Une autre objection sérieuse au rôle prépondérant que l’on voudrait donner à l’insecte ailé, c’est le fait bien établi que, dans certaines périodes de la saison chaude, des légions de phylloxéras courent à la surface du sol pour aller d’un cep à l’autre. Que le vent vienne à souffler, et, pour peu qu’il soit violent, il emportera dans les airs ces légers animalcules, semant ainsi à distance la contagion que l’on croyait avoir supprimée par la destruction des œufs d’hiver. D’ailleurs les œufs en question, observés dans la Gironde, existent-ils toujours dans cette période froide, dans la région de l’olivier?
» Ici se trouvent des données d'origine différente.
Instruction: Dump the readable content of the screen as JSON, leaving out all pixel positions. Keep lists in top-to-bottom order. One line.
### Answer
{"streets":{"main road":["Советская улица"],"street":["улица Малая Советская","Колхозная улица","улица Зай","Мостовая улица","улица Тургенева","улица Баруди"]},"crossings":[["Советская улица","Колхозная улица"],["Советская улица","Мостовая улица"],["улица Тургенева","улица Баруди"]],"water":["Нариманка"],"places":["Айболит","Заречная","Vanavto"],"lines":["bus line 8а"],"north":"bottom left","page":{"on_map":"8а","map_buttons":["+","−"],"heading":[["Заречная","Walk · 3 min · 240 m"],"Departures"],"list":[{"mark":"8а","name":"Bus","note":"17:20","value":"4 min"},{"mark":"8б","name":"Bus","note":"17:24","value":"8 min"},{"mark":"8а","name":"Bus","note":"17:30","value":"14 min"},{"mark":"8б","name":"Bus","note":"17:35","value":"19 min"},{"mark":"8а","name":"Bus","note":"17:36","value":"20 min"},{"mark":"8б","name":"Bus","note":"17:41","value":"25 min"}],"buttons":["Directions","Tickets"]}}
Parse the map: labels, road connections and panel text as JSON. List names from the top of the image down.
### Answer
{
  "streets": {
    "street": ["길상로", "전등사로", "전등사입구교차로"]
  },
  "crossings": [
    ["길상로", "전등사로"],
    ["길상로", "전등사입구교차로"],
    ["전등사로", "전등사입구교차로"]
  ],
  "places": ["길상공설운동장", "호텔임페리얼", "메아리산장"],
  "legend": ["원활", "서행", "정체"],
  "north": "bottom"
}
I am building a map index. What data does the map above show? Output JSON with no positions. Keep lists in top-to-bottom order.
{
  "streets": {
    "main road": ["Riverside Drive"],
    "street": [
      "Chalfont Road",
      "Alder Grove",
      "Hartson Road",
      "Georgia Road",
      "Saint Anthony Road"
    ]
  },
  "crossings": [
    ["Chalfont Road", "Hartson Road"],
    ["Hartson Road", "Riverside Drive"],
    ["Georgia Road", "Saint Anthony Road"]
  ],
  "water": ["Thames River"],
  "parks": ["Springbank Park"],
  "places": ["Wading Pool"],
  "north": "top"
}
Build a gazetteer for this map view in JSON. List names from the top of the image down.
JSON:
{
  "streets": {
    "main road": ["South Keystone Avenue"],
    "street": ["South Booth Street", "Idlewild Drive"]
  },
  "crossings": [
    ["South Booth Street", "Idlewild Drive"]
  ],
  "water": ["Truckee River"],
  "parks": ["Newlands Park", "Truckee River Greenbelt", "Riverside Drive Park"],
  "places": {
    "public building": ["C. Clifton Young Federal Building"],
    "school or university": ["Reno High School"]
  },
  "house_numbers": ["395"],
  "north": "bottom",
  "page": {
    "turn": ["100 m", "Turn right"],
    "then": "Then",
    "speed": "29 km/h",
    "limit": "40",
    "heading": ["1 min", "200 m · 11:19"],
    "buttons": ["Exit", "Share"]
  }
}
Deux choses nous font émettre un doute à cet égard : l’une, c’est que nos plus minutieuses recherches, non plus que celles de M. J. Lichtenstein, n’ont pu nous le faire découvrir à Montpellier (il est vrai que M. Marion, observateur excellent, les a trouvés dans les environs de Marseille); l’autre, c’est que les galles des feuilles de vigne, premier effet de la piqûre du phylloxéra né de l’œuf d’hiver, manquent presque absolument dans le Midi, tandis qu’on les trouve assez fréquemment sur des cépages, même indigènes, de la région de l’Ouest. Ne serait-il pas possible que les phylloxéras ailés de notre région, au lieu d’aller pondre, comme à Bordeaux, sur les feuilles et les bourgeons de la vigne, cherchassent souvent comme lieu d’élection les crevasses du sol ou la base même du cep où les femelles fécondées pourraient déposer leur œuf? Riley a justement vu ce fait, en Amérique, sur des phylloxéras ailés tenus captifs sous une gaze, autour d’un pied de vigne planté en pot. Les insectes, au lieu d’aller pondre sur les feuilles, déposèrent leurs œufs dans les fissures de la terre.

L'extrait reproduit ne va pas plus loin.